The White House has called it the biggest tax cut in American history, but that’s not quite true.
While President Trump’s tax reform proposals announced Wednesday would be large, they would fall in third place as the biggest U.S. tax cut since 1940. That’s according to very rough estimates by the Committee for a Responsible Federal Budget, a nonpartisan group focused on reducing federal deficits and debt.
By the CRFB's estimates, President Trump’s tax plan – which is still very light on details and difficult to forecast with any accuracy – would cost about $5.5 trillion over a decade. As a nominal dollar amount, it’s true that might be the largest tax cut in history, but anyone who knows a little history knows it’s not accurate to compare historical dollar figures to today’s dollars because of inflation.

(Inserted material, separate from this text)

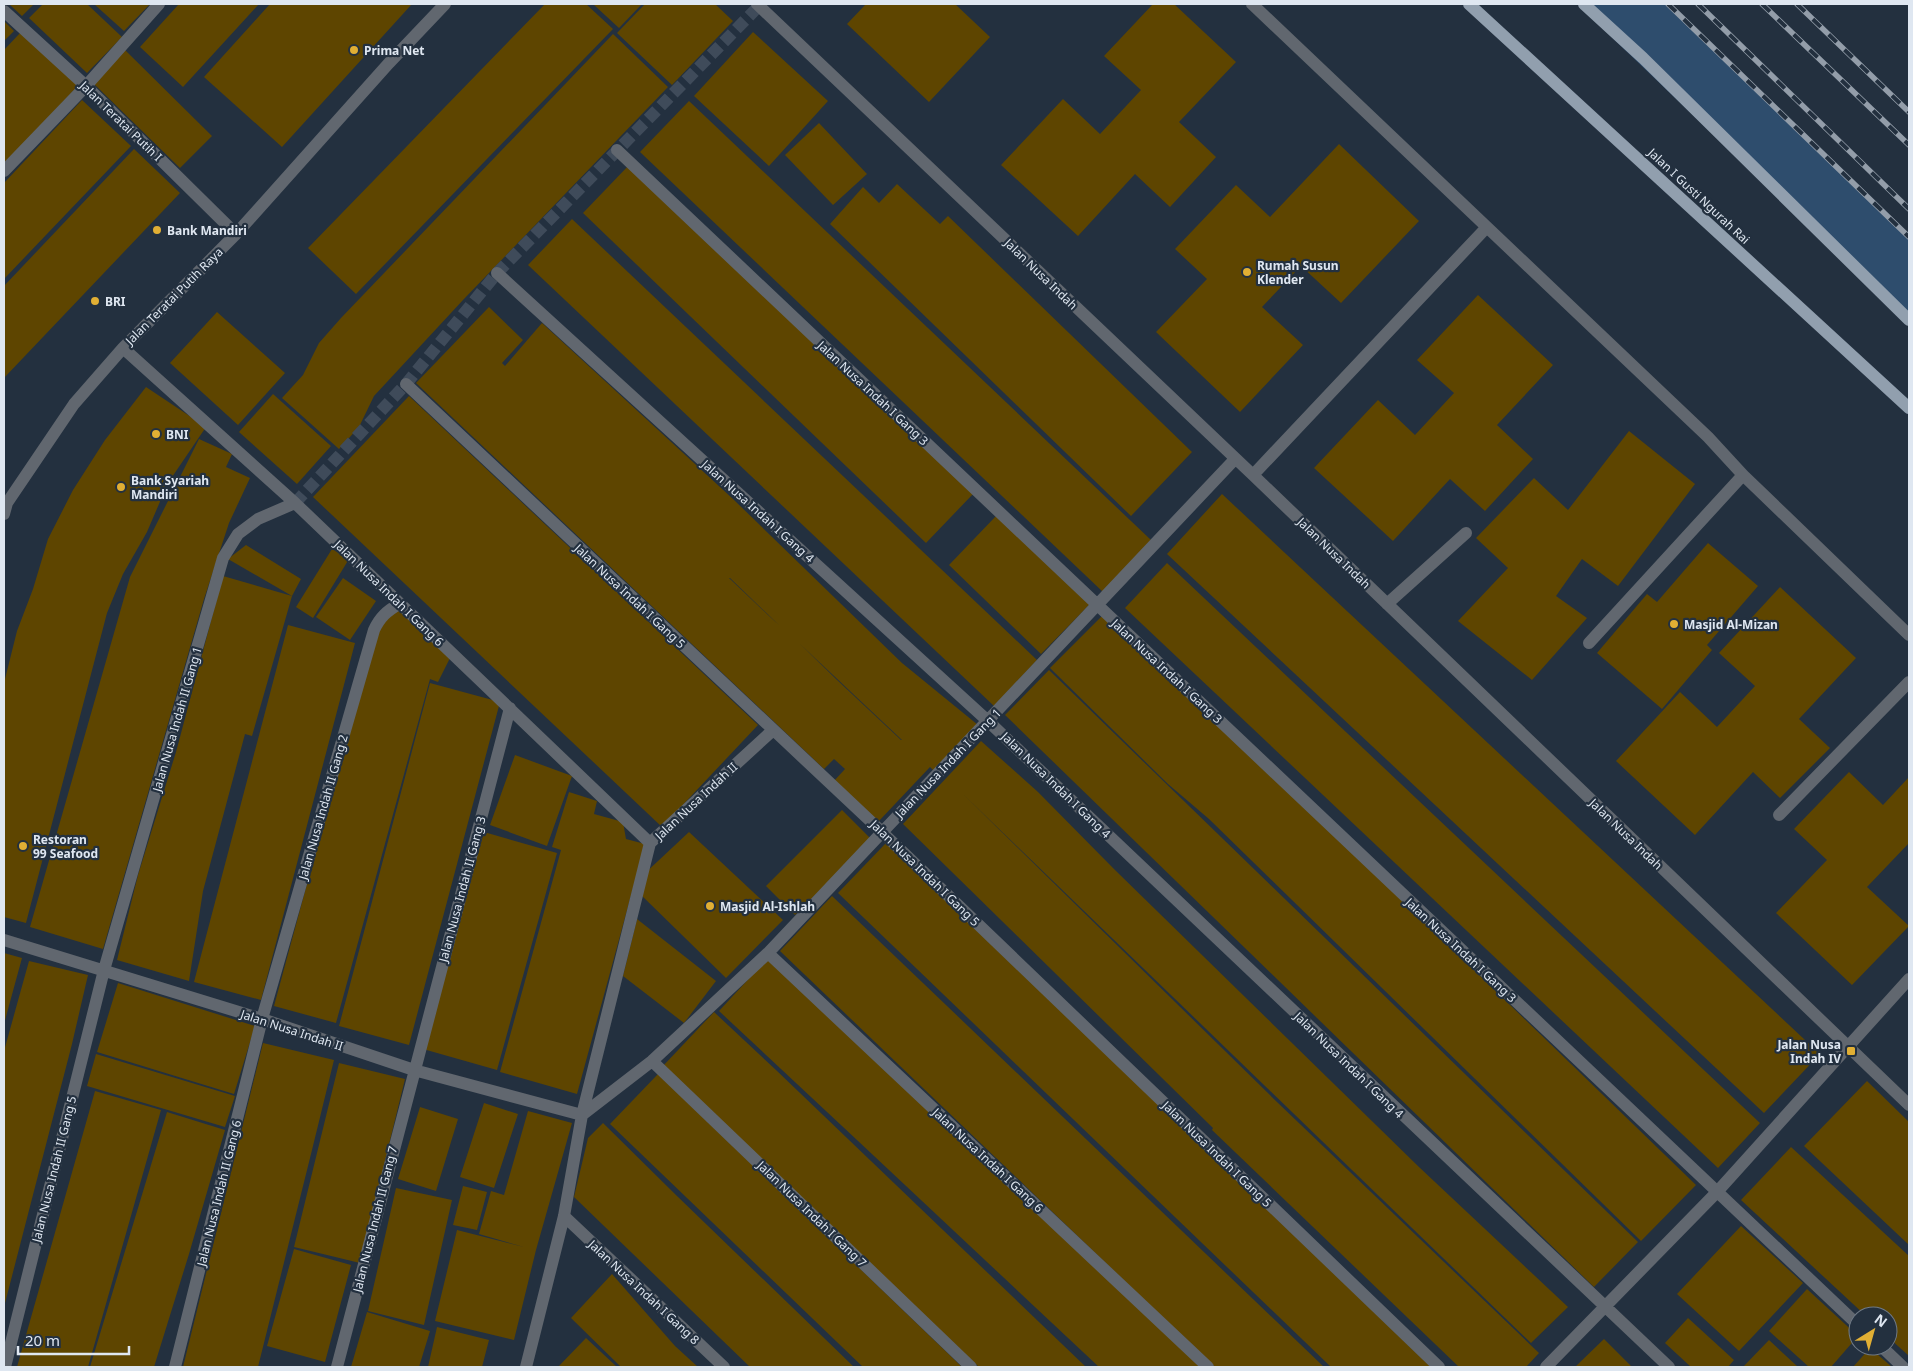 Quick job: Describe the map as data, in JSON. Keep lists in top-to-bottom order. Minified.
{"streets":{"main road":["Jalan I Gusti Ngurah Rai"],"street":["Jalan Teratai Putih I","Jalan Nusa Indah","Jalan Teratai Putih Raya","Jalan Nusa Indah I Gang 3","Jalan Nusa Indah I Gang 4","Jalan Nusa Indah I Gang 6","Jalan Nusa Indah I Gang 5","Jalan Nusa Indah II Gang 1","Jalan Nusa Indah I Gang 1","Jalan Nusa Indah II","Jalan Nusa Indah II Gang 2","Jalan Nusa Indah II Gang 3","Jalan Nusa Indah II Gang 5","Jalan Nusa Indah II Gang 6","Jalan Nusa Indah I Gang 7","Jalan Nusa Indah II Gang 7","Jalan Nusa Indah I Gang 8"]},"crossings":[["Jalan Teratai Putih I","Jalan Teratai Putih Raya"],["Jalan Nusa Indah","Jalan Nusa Indah I Gang 1"],["Jalan Teratai Putih Raya","Jalan Nusa Indah I Gang 6"],["Jalan Nusa Indah I Gang 3","Jalan Nusa Indah I Gang 1"],["Jalan Nusa Indah I Gang 4","Jalan Nusa Indah I Gang 1"],["Jalan Nusa Indah I Gang 6","Jalan Nusa Indah II Gang 1"],["Jalan Nusa Indah I Gang 6","Jalan Nusa Indah I Gang 1"],["Jalan Nusa Indah I Gang 6","Jalan Nusa Indah II"],["Jalan Nusa Indah I Gang 6","Jalan Nusa Indah II Gang 2"],["Jalan Nusa Indah I Gang 6","Jalan Nusa Indah II Gang 3"],["Jalan Nusa Indah I Gang 5","Jalan Nusa Indah I Gang 1"],["Jalan Nusa Indah I Gang 5","Jalan Nusa Indah II"],["Jalan Nusa Indah II Gang 1","Jalan Nusa Indah II"],["Jalan Nusa Indah II Gang 1","Jalan Nusa Indah II Gang 5"],["Jalan Nusa Indah I Gang 1","Jalan Nusa Indah II"],["Jalan Nusa Indah I Gang 1","Jalan Nusa Indah I Gang 7"],["Jalan Nusa Indah II","Jalan Nusa Indah II Gang 2"],["Jalan Nusa Indah II","Jalan Nusa Indah II Gang 3"],["Jalan Nusa Indah II","Jalan Nusa Indah II Gang 5"],["Jalan Nusa Indah II","Jalan Nusa Indah II Gang 6"],["Jalan Nusa Indah II","Jalan Nusa Indah II Gang 7"],["Jalan Nusa Indah II","Jalan Nusa Indah I Gang 8"],["Jalan Nusa Indah II Gang 2","Jalan Nusa Indah II Gang 6"],["Jalan Nusa Indah II Gang 3","Jalan Nusa Indah II Gang 7"]],"places":{"other":["Prima Net","Bank Mandiri","Rumah Susun Klender","BRI","BNI","Bank Syariah Mandiri","Masjid Al-Mizan","Restoran 99 Seafood","Masjid Al-Ishlah"],"transit":["Jalan Nusa Indah IV"]},"scale_bar":"20 m","north":"top right"}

For that reason, the CRFB looked at the tax cuts relative to the size of the overall U.S. economy, i.e., tax cuts as a share of gross domestic product. Through that lens, the President's cuts would amount to about 2.3% of the country’s GDP over the next 10 years, the group estimates.

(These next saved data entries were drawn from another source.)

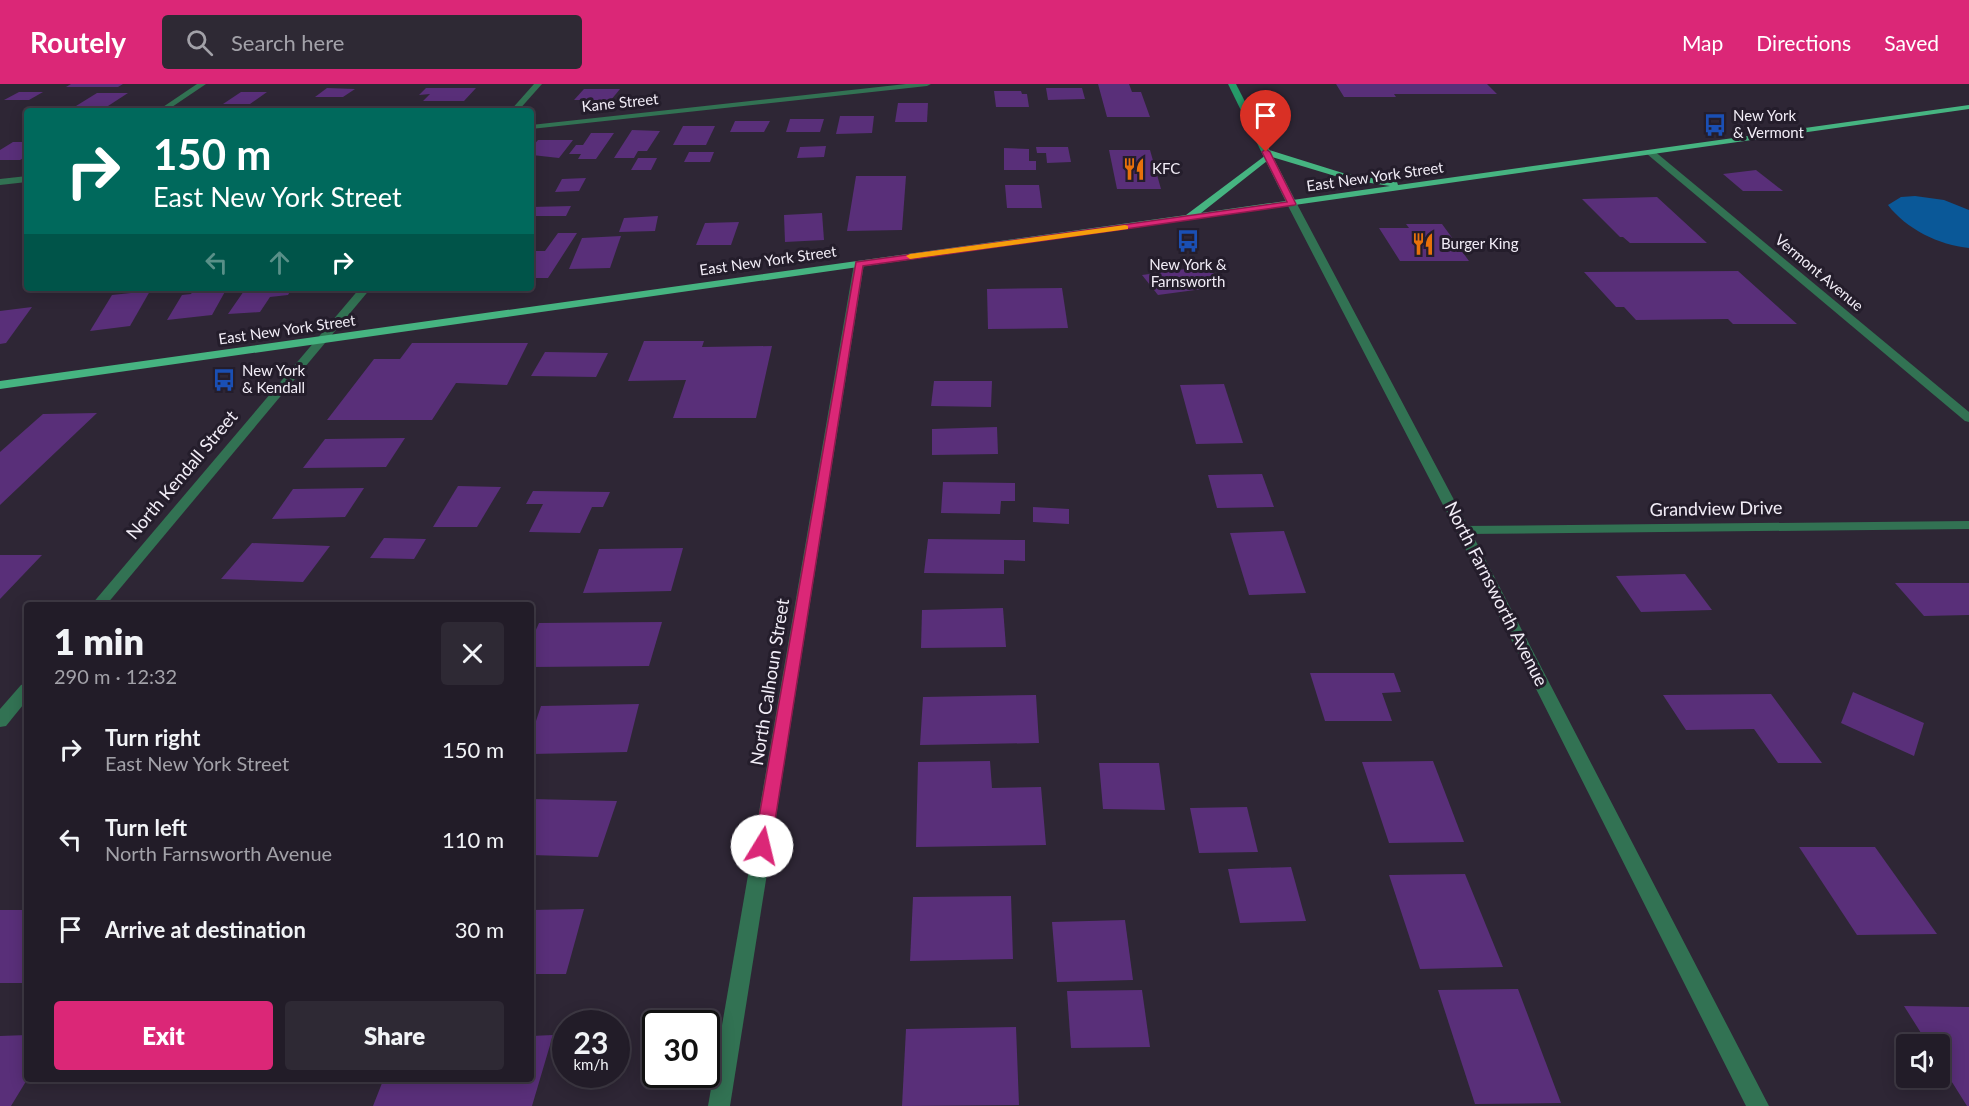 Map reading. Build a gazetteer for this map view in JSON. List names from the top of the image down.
{
  "streets": {
    "main road": ["East New York Street", "North Farnsworth Avenue"],
    "street": [
      "Kane Street",
      "Vermont Avenue",
      "North Kendall Street",
      "Grandview Drive",
      "North Calhoun Street"
    ]
  },
  "crossings": [
    ["East New York Street", "Vermont Avenue"],
    ["East New York Street", "North Kendall Street"],
    ["East New York Street", "North Farnsworth Avenue"],
    ["East New York Street", "North Calhoun Street"],
    ["Grandview Drive", "North Farnsworth Avenue"]
  ],
  "places": {
    "bus stop": ["New York & Vermont", "New York & Farnsworth", "New York & Kendall"],
    "restaurant": ["KFC", "Burger King"]
  },
  "page": {
    "header": "Routely",
    "search": "Search here",
    "nav": ["Map", "Directions", "Saved"],
    "turn": ["150 m", "East New York Street"],
    "heading": ["1 min", "290 m · 12:32"],
    "list": [
      {
        "name": "Turn right",
        "note": "East New York Street",
        "value": "150 m"
      },
      {
        "name": "Turn left",
        "note": "North Farnsworth Avenue",
        "value": "110 m"
      },
      {
        "name": "Arrive at destination",
        "value": "30 m"
      }
    ],
    "buttons": ["Exit", "Share"],
    "speed": "23 km/h",
    "limit": "30"
  }
}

By that measure, two previous tax cuts were even larger than Trump’s proposal: The first was the 1981 tax cut enacted by President Ronald Reagan, and the second was in 1945, as lawmakers rolled back tax hikes used to fund World War II.

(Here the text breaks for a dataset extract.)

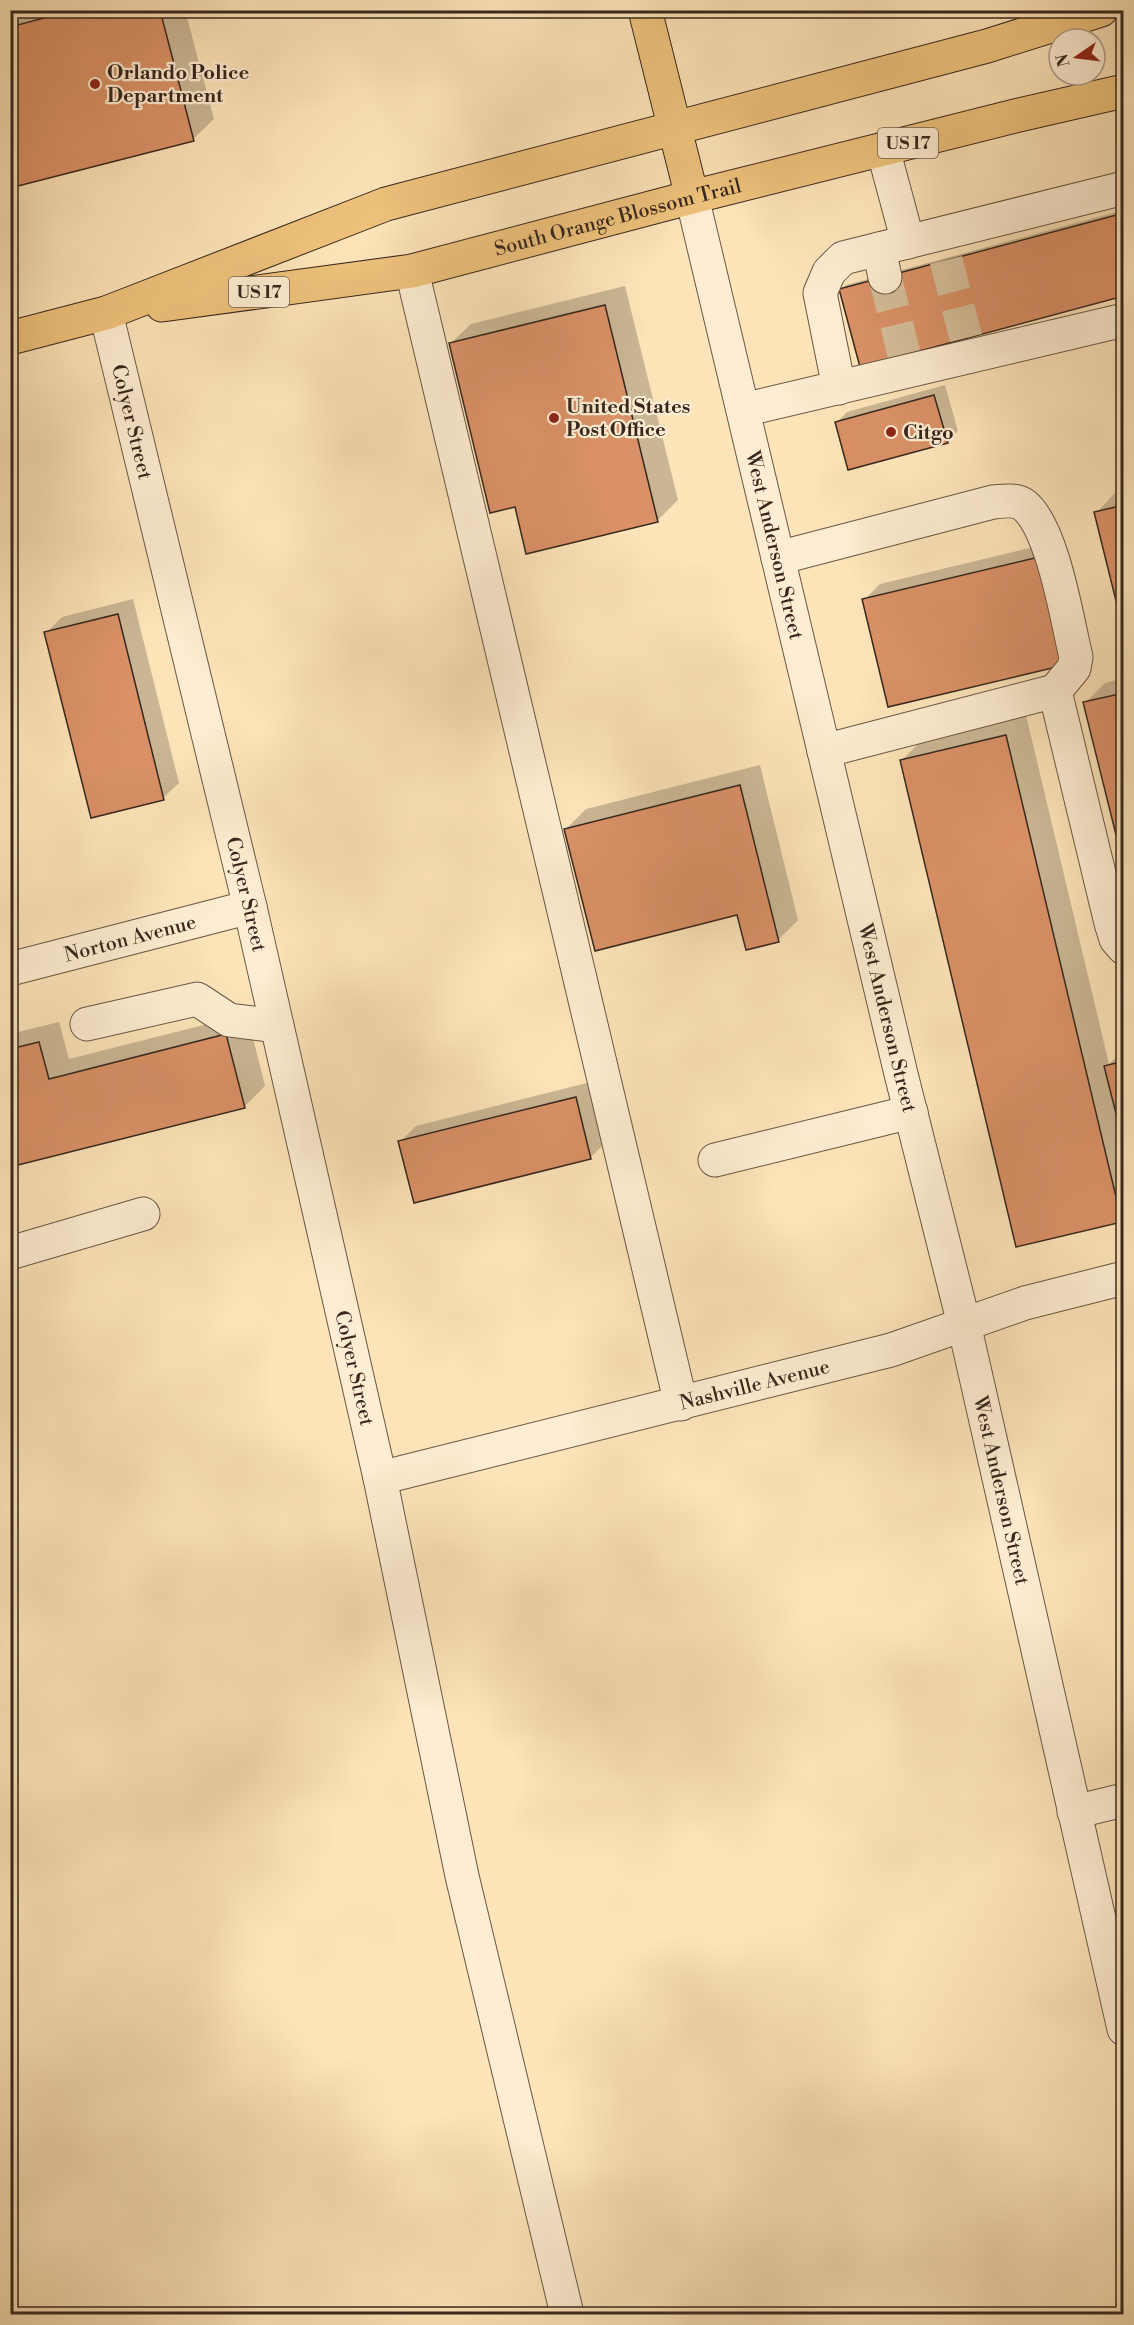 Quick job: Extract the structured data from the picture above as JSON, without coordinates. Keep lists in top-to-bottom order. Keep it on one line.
{"streets":{"main road":["US 17","South Orange Blossom Trail","West Anderson Street"],"street":["Colyer Street","Norton Avenue","Nashville Avenue"]},"crossings":[["South Orange Blossom Trail","Colyer Street"],["South Orange Blossom Trail","West Anderson Street"],["Colyer Street","Norton Avenue"],["Colyer Street","Nashville Avenue"],["West Anderson Street","Nashville Avenue"]],"places":["Orlando Police Department","United States Post Office","Citgo"],"north":"left"}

The Reagan tax cuts cost the country about 2.9% of GDP over four years, with costs rising even more over time. The second-largest cut, following WWII, cost the country about 2.7% of GDP in the year after it was enacted.
Regardless of its exact ranking in history, Trump’s tax plan has raised concerns among budget hawks as to how the government will be able to make up for such a large drop in revenue. Treasury Secretary Steven Mnuchin has said the plan will “pay for itself,” through faster economic growth and “reduction of different deductions and loopholes,” but the White House didn’t outline any specifics on those issues.
The CRFB notes that by its estimates, Trump's tax plan would lead the U.S. debt to rise to its highest point in history, and “no achievable amount of economic growth could finance it.”
“As it stands now, President Trump's tax cut would be among the largest in history, but it would not be the absolute largest,” the group said. Still, "that's bad news for the federal debt."